Not bad faith that plan strips wholly unsecured junior lien and pays at least 17.5% of resulting unsecured claims. Debtor was not balance-sheet insolvent. Filing solely to strip unsecured lien is not prohibited when other good-faith factors favor debtor. Citing Goeb v. Heid (In re Goeb), 675 F.2d 1386 (9th Cir. May 3, 1982) (Choy, Schroeder, Hatter), “in this circuit, a good faith determination in connection with chapter 13 plan confirmation cannot be based on any single factor or feature of a proposed plan, to the exclusion of review of all other relevant information. Importantly, it is of no moment that a single factor may be indicative of bad faith, or that a specific plan feature is not consistent with the ‘spirit of chapter 13’ or may indicate manipulation of the Bankruptcy Code.

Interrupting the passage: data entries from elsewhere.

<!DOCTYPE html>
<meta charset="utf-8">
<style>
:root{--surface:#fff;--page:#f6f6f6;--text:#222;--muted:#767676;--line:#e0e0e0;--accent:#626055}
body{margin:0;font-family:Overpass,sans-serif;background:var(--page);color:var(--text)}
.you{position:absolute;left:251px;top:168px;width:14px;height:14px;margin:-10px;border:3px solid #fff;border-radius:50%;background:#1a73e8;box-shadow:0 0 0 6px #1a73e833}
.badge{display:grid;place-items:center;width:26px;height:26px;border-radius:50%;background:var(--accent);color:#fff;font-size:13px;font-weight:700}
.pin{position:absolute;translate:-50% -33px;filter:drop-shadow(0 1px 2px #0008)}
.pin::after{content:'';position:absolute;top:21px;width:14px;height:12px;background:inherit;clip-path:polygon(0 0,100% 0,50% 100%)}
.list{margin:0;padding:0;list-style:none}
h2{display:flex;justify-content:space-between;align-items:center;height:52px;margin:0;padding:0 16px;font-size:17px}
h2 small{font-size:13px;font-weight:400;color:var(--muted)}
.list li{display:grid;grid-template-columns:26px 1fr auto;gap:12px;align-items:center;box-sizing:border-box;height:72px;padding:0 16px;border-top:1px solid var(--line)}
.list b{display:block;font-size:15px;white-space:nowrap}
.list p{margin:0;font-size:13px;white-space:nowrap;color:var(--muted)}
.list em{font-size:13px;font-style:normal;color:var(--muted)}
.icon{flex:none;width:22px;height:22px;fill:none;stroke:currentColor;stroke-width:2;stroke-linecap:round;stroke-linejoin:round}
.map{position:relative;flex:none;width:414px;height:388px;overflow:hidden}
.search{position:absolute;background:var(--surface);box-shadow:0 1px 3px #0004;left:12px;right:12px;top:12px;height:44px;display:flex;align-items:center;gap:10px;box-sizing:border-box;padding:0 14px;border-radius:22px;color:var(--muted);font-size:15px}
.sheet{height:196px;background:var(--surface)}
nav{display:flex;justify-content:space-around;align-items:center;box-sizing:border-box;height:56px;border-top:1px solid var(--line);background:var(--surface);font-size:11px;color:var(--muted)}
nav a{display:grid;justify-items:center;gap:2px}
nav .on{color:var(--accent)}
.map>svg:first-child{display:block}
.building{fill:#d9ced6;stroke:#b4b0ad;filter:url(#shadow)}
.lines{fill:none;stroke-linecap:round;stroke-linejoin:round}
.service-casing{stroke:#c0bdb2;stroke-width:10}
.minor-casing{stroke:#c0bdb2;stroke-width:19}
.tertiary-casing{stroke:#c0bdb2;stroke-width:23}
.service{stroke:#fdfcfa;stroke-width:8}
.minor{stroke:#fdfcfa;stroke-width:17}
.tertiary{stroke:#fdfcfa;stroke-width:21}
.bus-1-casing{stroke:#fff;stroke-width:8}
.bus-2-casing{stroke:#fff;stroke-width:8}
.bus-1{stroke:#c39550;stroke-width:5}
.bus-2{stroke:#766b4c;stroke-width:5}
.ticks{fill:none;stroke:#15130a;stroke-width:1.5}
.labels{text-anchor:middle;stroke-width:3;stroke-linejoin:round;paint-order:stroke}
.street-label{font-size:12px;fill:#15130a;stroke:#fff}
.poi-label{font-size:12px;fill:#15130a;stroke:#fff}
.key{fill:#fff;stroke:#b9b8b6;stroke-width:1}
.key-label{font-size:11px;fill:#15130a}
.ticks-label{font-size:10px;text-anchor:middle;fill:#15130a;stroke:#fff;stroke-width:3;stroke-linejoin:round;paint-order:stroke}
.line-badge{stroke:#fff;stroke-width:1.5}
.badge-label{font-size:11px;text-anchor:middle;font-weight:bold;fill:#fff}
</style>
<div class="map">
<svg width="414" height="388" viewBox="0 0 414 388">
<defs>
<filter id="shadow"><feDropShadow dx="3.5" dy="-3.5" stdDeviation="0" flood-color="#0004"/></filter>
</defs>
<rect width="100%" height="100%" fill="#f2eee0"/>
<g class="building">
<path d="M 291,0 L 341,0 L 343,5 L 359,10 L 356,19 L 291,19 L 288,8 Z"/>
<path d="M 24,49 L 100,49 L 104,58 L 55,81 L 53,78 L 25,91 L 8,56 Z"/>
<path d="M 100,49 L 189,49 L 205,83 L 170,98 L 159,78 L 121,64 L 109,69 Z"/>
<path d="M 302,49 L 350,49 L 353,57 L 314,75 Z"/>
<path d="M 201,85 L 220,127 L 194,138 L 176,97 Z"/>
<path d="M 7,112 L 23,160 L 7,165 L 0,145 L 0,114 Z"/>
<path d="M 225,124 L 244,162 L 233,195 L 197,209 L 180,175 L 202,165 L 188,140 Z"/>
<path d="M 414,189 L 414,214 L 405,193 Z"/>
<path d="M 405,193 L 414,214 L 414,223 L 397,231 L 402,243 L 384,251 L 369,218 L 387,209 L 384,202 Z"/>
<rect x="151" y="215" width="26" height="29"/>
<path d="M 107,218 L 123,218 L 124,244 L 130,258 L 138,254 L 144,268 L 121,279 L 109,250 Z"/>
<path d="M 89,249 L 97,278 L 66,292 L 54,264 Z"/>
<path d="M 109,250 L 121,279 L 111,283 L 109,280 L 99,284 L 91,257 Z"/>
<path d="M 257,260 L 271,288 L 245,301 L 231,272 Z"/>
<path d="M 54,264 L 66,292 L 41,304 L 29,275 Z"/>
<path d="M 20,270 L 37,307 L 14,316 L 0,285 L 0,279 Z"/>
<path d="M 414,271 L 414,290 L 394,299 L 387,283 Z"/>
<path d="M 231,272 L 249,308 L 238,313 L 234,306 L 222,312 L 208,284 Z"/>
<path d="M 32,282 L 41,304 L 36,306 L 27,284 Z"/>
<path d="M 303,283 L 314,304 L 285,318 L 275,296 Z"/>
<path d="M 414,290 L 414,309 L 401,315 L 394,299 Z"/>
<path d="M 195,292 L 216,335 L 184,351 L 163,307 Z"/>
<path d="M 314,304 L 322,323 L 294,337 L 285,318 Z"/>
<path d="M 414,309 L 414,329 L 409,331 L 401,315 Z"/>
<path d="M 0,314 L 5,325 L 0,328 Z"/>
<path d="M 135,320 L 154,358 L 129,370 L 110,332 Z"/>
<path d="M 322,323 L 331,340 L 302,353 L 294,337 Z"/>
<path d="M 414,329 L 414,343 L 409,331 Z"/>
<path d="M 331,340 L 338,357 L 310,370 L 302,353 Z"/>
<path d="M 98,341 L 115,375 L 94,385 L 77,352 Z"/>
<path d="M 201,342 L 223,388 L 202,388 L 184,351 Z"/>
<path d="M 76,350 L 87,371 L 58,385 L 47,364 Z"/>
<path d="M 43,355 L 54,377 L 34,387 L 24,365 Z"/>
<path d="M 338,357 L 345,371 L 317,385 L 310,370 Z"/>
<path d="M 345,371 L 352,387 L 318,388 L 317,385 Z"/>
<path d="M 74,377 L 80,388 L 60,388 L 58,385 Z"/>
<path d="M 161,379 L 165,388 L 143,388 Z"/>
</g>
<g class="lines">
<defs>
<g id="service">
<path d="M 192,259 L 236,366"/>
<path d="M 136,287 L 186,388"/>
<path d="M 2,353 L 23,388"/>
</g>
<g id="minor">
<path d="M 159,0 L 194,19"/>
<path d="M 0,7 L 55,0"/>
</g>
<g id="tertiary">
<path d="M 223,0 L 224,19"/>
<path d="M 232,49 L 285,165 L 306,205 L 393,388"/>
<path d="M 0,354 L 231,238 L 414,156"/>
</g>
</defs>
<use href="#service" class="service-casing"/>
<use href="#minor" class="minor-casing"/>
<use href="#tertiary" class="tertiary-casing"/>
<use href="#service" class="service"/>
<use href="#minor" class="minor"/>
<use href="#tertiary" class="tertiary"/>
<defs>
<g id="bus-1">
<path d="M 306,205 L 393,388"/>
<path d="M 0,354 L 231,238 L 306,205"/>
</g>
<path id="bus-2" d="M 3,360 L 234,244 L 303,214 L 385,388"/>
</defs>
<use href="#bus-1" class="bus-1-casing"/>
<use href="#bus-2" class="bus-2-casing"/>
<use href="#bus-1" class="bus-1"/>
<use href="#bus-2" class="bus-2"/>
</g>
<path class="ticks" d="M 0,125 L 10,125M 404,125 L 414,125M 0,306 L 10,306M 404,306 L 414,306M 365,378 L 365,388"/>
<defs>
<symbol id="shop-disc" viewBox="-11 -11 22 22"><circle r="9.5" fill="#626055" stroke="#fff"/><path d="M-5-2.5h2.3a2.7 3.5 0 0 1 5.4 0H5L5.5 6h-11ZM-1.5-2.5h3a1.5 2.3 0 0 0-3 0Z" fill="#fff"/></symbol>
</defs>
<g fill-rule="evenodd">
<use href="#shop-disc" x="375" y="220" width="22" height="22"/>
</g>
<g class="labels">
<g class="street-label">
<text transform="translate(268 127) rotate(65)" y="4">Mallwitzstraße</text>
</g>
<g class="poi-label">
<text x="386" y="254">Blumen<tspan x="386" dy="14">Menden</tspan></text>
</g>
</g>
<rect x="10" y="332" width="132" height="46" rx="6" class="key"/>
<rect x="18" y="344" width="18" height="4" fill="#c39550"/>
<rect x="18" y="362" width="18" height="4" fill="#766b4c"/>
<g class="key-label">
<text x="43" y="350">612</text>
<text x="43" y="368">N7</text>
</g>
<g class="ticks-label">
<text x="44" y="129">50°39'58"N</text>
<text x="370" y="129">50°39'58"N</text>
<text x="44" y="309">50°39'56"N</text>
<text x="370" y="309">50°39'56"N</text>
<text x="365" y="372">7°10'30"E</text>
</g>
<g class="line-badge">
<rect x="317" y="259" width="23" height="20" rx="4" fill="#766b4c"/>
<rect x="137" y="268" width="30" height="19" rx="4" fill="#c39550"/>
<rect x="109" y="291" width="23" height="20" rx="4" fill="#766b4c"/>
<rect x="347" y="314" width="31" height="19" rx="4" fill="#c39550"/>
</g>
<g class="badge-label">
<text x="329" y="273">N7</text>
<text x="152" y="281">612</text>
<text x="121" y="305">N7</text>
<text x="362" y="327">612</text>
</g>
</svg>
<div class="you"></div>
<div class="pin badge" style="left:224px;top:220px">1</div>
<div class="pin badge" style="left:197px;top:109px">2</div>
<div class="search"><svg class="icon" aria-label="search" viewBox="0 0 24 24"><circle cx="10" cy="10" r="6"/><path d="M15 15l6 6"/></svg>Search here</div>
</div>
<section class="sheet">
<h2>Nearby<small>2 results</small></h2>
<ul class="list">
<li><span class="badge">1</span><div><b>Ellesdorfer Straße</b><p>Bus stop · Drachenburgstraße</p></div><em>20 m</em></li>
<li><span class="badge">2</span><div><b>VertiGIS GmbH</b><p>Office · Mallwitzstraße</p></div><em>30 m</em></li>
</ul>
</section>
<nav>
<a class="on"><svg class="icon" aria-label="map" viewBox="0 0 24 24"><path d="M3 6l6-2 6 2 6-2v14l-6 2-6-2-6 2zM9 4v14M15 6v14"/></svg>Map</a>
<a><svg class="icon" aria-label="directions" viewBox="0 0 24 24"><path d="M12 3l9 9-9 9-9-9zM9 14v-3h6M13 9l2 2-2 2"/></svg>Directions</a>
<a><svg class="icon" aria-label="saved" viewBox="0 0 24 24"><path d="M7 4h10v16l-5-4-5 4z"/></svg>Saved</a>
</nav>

Factors indicating good and bad faith may not be considered in isolation, but must always be weighed against the totality of the circumstances in each case. . . . The Ninth Circuit has held that the debtor’s insolvency, while relevant, is not a requirement for finding that a debtor has proposed a plan in good faith in a chapter 11 case. . . . The Ninth Circuit has also held that a debtor’s chapter 13 plan may strip the lien of a creditor holding a claim secured by the debtor’s house where there is no value to support that lien . . . . Lepe’s amended plan therefore proposes to do only that which the Bankruptcy Code allows. As a result, the plan’s lien-strip provision, standing alone, cannot support a finding that Lepe lacked good faith.”